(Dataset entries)
# # # #

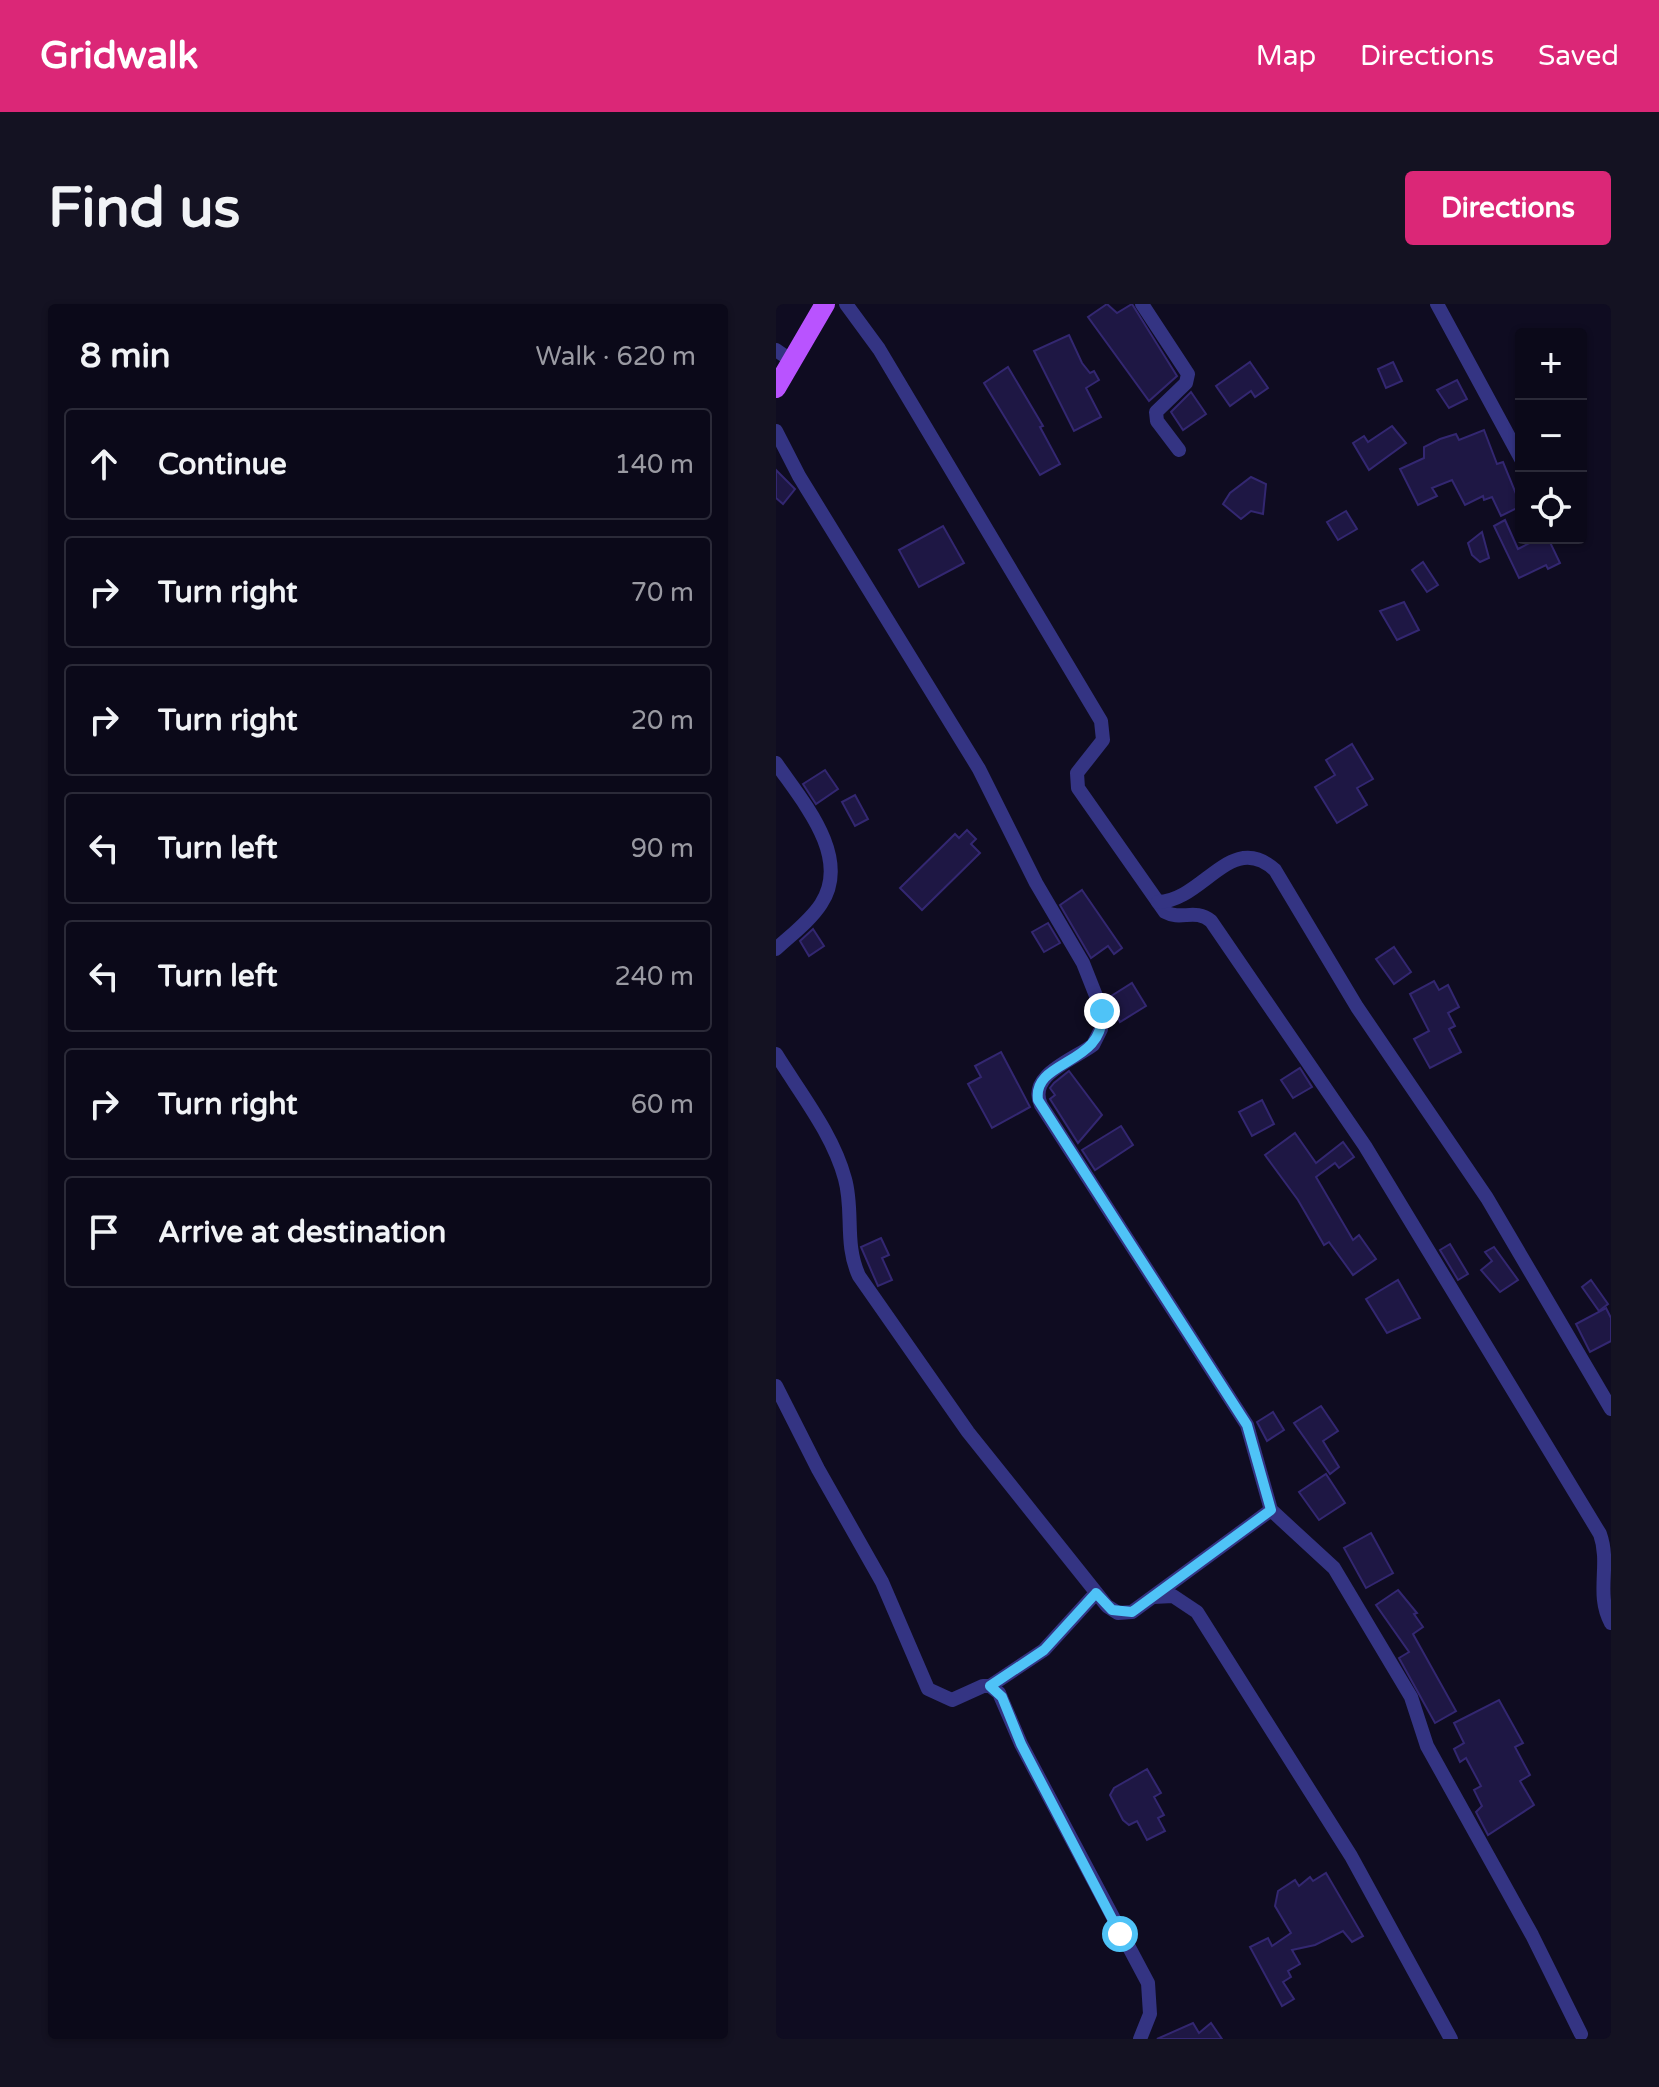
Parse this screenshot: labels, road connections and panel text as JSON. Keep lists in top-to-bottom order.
{
  "page": {
    "header": "Gridwalk",
    "nav": ["Map", "Directions", "Saved"],
    "buttons": "Directions",
    "title": "Find us",
    "heading": ["8 min", "Walk · 620 m"],
    "map_buttons": ["+", "−"],
    "list": [
      ["Continue", "140 m"],
      ["Turn right", "70 m"],
      ["Turn right", "20 m"],
      ["Turn left", "90 m"],
      ["Turn left", "240 m"],
      ["Turn right", "60 m"],
      "Arrive at destination"
    ]
  }
}
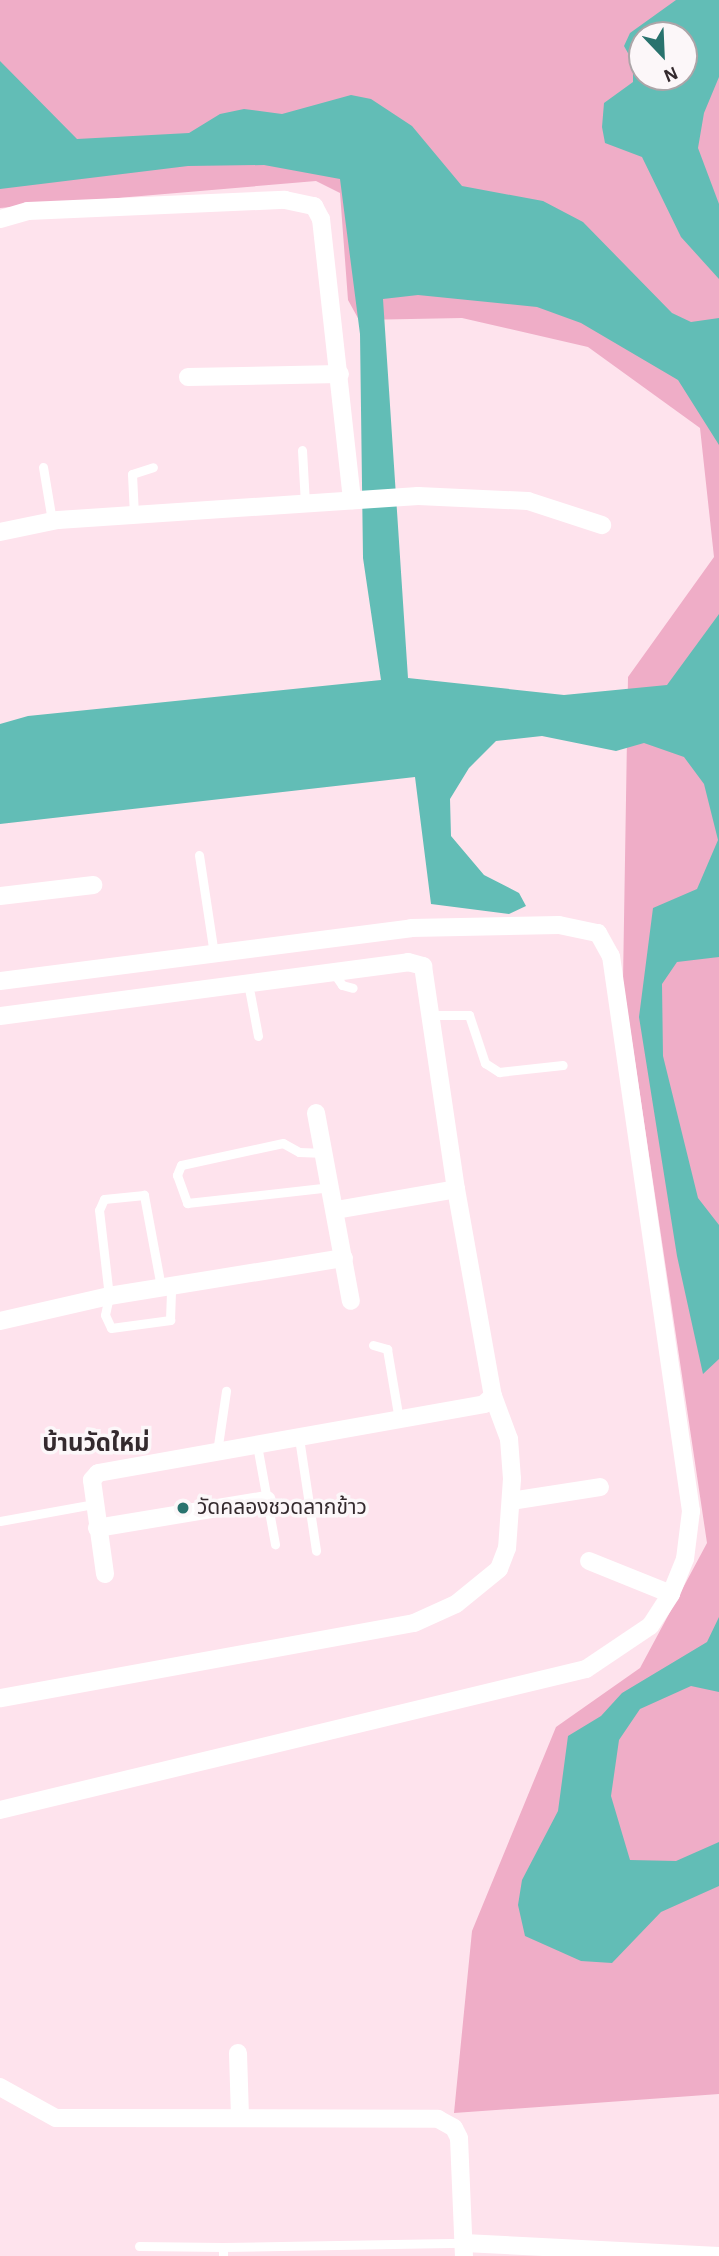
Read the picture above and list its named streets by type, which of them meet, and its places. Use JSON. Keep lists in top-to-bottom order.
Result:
{
  "districts": ["บ้านวัดใหม่"],
  "places": ["วัดคลองชวดลากข้าว"],
  "north": "bottom right"
}
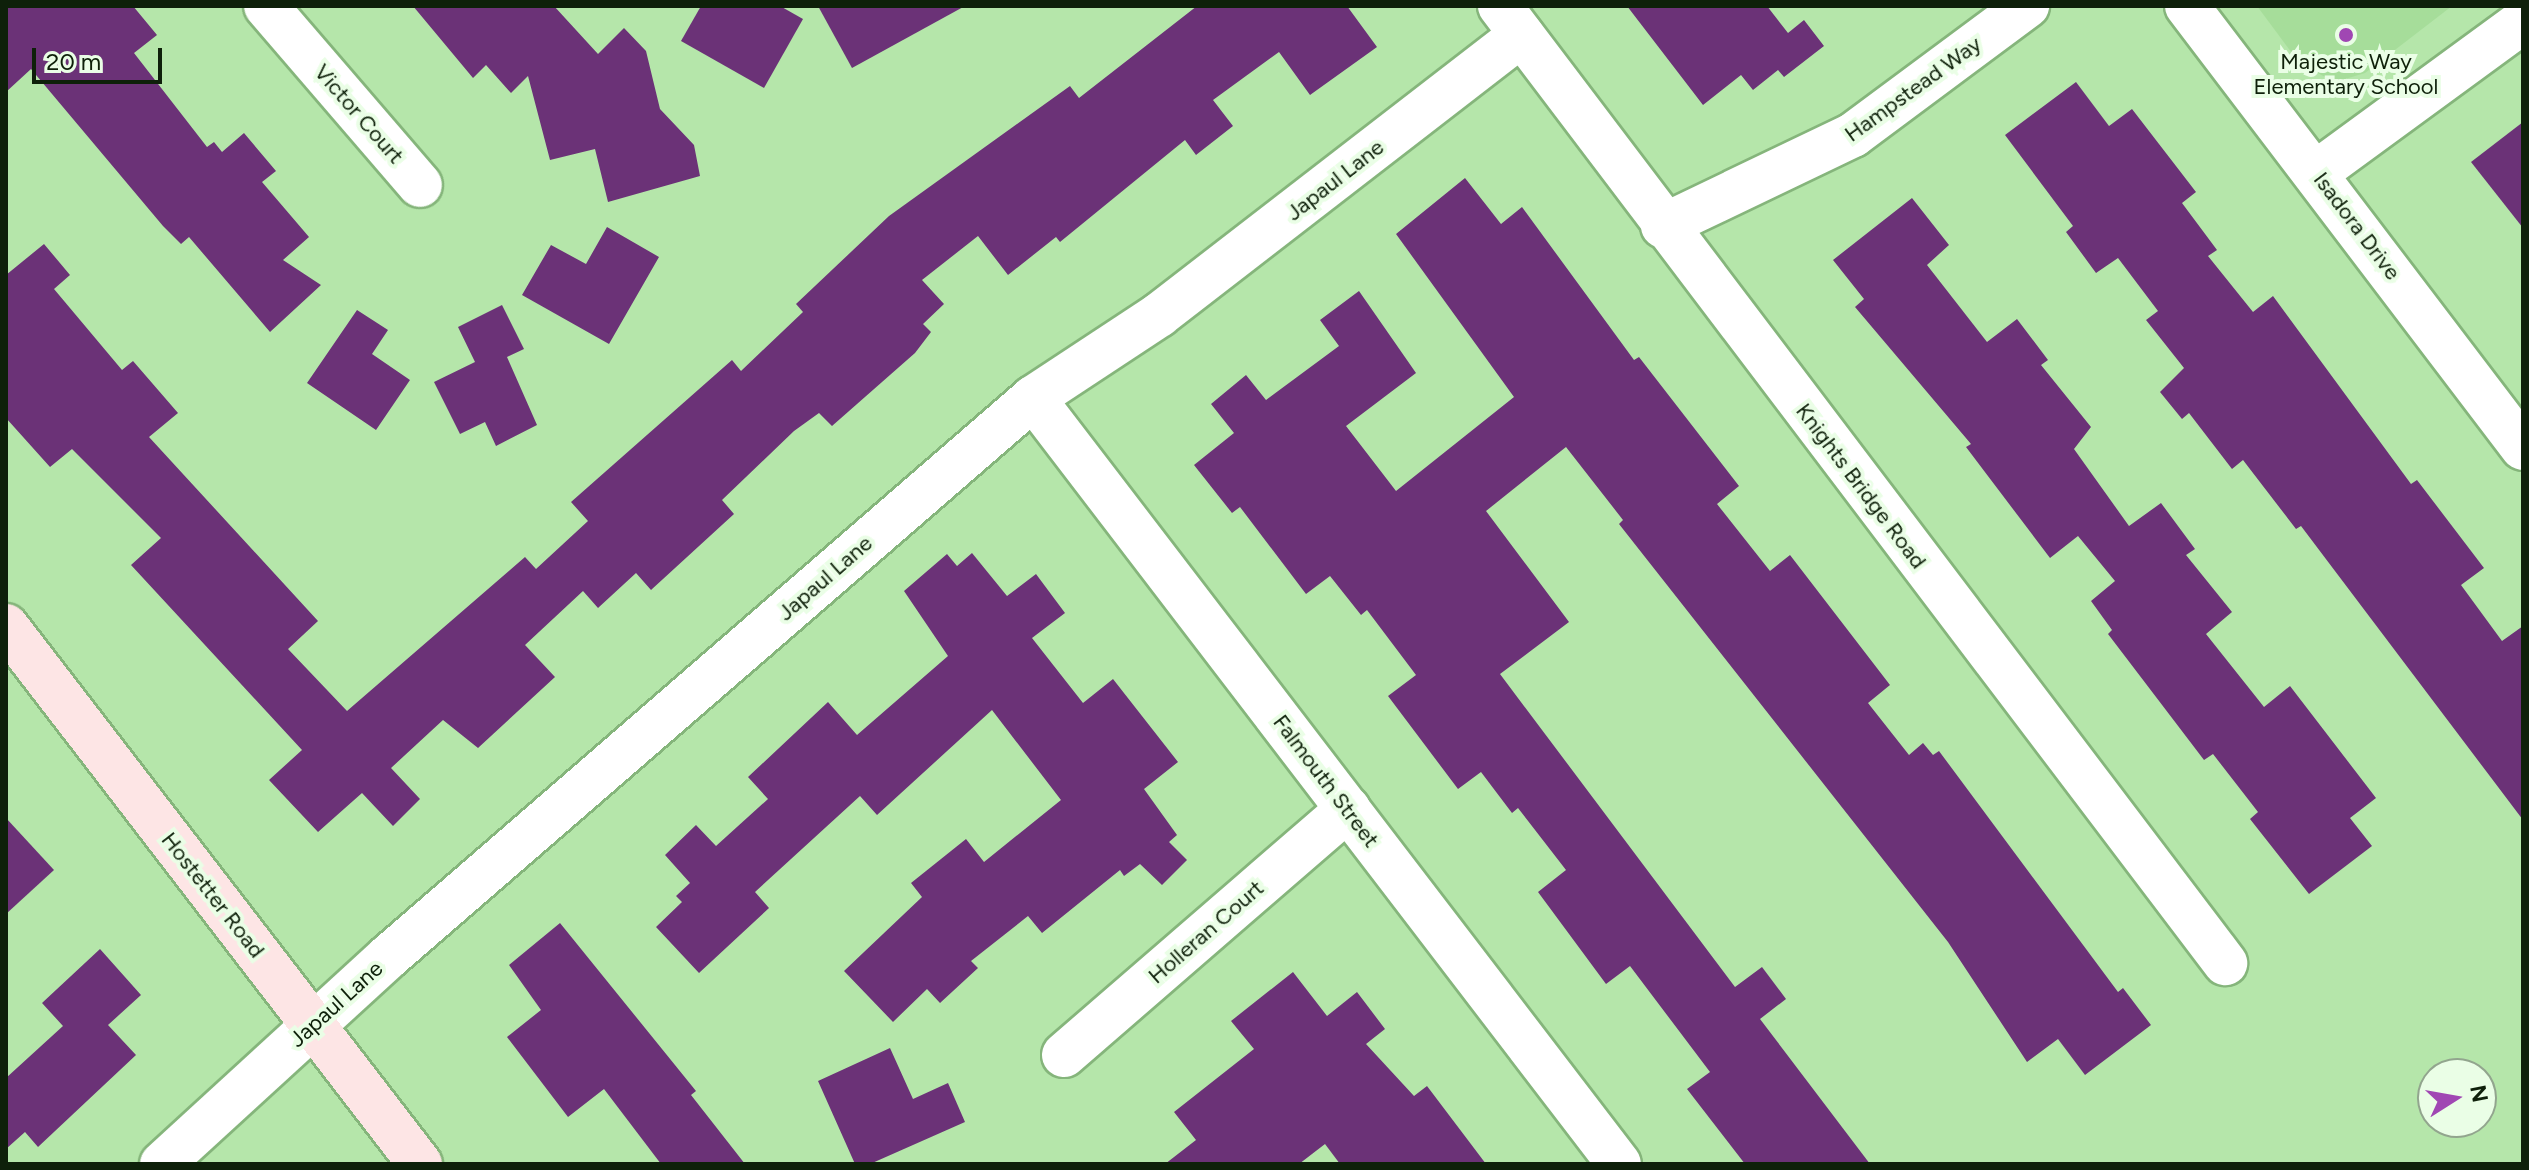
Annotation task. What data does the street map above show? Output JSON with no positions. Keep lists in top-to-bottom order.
{
  "streets": {
    "main road": ["Hostetter Road"],
    "street": [
      "Hampstead Way",
      "Victor Court",
      "Japaul Lane",
      "Isadora Drive",
      "Knights Bridge Road",
      "Falmouth Street",
      "Holleran Court"
    ]
  },
  "crossings": [
    ["Hampstead Way", "Knights Bridge Road"],
    ["Japaul Lane", "Knights Bridge Road"],
    ["Japaul Lane", "Falmouth Street"],
    ["Japaul Lane", "Hostetter Road"],
    ["Falmouth Street", "Holleran Court"]
  ],
  "places": ["Majestic Way Elementary School"],
  "scale_bar": "20 m",
  "north": "right"
}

# # # #

## Exercise requirements
Only the lines from the one bearing "Annotation task. What" through the end of the entries above belong in the answer, each one exactly as given.

## Written answer
Annotation task. What data does the street map above show? Output JSON with no positions. Keep lists in top-to-bottom order.
{
  "streets": {
    "main road": ["Hostetter Road"],
    "street": [
      "Hampstead Way",
      "Victor Court",
      "Japaul Lane",
      "Isadora Drive",
      "Knights Bridge Road",
      "Falmouth Street",
      "Holleran Court"
    ]
  },
  "crossings": [
    ["Hampstead Way", "Knights Bridge Road"],
    ["Japaul Lane", "Knights Bridge Road"],
    ["Japaul Lane", "Falmouth Street"],
    ["Japaul Lane", "Hostetter Road"],
    ["Falmouth Street", "Holleran Court"]
  ],
  "places": ["Majestic Way Elementary School"],
  "scale_bar": "20 m",
  "north": "right"
}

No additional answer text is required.